Helmholtz suspira e se inclina para frente indicando seu interesse, determinado a tornar qualquer assunto mais profundo se necessário.
— É porquê você ainda pensa na Lenina?
Perguntou o escritor, recebendo um olhar confuso no qual Bernard franze o cenho, ficando com a boca semiaberta como se aquilo não fizesse o menor sentido. Bernard balança a cabeça em negação calmamente.
— O problema não foi minha negação, pelo amor de Ford. Eles me humilharam!
Helmholtz balança a cabeça em concordância enquanto vagamente mastiga a ponta de um lápis, pensando que nada realmente mudou para os dois desde que foram banidos da Inglaterra. Mesmo depois e ler todos aqueles livros antiéticos e obscenos, mesmo depois de perder um amigo, mesmo depois de tudo o que houvera pensado anteriormente e em sua insatisfação com sua realidade, ele continua escrevendo artigos para Hipnopédias e Bernard continua a ser Psicólogo e Vigilante do Comportamento sistemático das pessoas no qual zombam dele.
A rotina e os problemas já não eram um tópico destacável, visto que todos os acontecimentos e intrigas causadas não levaram em fim algum.
Apenas uma recomeço em um país diferente. Mas de qualquer forma, Helmholtz sentia pena de seu amigo que agora se contorcia na cadeira de maneira ansiosa. Incomodado, Helmholtz aperta um botão de comunicação via-megafone para se comunicar com sua secretário do lado de fora da sala.
— Claire, traga uma xícara de chá para o Senhor Marx, ele está agitado.
A voz de Helmholtz ecoou do outro lado da parede, fazendo Bernard se sobressaltar.
Helmholtz olhou para a postura contida de Bernard e notou como as mãos dele permaneciam juntas enquanto os cotovelos se apoiavam no braço da cadeira. O escritor imitou a posição afim de deixar Bernard mais confortável, sem parecer que estivesse mais confiante e espantasse a pouca autoestima de seu amigo, mas não é como se realmente estivesse anteriormente em uma postura elegante e rígida, na verdade, ambos pareciam igualmente cansados, e por mais que Bernard parecesse distraido em suas próprias mágoas como sempre, ele também percebeu essa melancolia para o lado de Helmholtz. Bernard reconhecia que podia ser um pirralho inconveniente para Helmholtz na maioria das vezes, mas admitia admirava a paciência do outro homem com seus problemas, se sentia profundamente sortudo por ter a amizade de Helmholtz e sua companhia de forma quase que ilimitada. Era a quem ele se espelhava, mas sempre se sentia cativante quando o escritor o elogiava. Não era apenas coisas para calar a boca de Bernard, eram coisas que ele sabia que eram verdadeiras, coisas que Helmholtz queria que ele enxergasse em si mesmo.
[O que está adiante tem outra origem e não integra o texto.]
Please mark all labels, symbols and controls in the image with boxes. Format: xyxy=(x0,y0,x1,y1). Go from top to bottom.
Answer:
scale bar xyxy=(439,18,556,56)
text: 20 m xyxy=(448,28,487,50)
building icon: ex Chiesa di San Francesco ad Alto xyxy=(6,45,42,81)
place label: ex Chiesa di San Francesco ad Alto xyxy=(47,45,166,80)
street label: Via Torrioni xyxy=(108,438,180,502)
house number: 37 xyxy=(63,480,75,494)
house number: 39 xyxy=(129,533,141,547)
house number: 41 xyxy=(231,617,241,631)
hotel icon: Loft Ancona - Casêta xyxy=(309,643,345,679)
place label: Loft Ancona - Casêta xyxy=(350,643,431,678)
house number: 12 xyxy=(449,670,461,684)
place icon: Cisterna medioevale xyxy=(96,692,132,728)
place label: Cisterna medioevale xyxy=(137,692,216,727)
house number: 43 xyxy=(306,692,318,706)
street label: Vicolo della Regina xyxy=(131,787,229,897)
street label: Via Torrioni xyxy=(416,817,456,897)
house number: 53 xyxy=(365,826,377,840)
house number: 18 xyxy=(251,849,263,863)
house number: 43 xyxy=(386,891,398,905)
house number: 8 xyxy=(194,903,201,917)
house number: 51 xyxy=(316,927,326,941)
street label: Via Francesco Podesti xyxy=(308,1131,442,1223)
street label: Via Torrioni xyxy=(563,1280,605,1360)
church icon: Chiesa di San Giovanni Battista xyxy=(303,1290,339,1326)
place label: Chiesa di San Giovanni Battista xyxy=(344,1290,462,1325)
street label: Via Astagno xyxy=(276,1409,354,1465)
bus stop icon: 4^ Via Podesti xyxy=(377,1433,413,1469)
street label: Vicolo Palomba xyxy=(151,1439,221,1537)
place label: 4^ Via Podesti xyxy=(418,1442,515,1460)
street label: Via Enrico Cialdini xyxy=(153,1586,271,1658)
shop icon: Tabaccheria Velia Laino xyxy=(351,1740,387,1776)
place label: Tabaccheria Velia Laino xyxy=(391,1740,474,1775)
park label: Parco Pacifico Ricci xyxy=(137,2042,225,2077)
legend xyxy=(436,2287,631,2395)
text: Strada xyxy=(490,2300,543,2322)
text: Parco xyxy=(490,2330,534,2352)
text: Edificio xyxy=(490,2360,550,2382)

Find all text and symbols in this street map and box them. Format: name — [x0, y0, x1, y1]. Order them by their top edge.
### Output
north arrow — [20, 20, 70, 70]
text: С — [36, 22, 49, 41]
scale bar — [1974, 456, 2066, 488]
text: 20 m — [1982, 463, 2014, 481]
Mesmo que parecesse egocentrismo, Bernard gostava de Helmholtz além de ser por causa dos elogios, ele era tudo o que ele mais admirava e desprezava ao mesmo tempo, mas ele presava, acima de tudo, sua presença, por que até no silêncio sua presença seria bem quista por Bernard.
Por que ele realmente gostava de Helmholtz, e Helmholtz realmente gostava de Bernard.
Como se lessem a mente um do outro, os dois homens ganham bochechas ruborizadas com tais pensamentos. A sensação quente que havia se acumulado no peito de Helmholtz agora era uma sensação compartilhada pelos dois, e de alguma forma, talvez pela intimidade a muito tempo existente entre os dois, ambos pareciam saber -ou pelo menos desconfiar- que a sensação em seus peitos estava presente ali no momento.
— Diga-me, Bernard, o que aconteceu exatamente?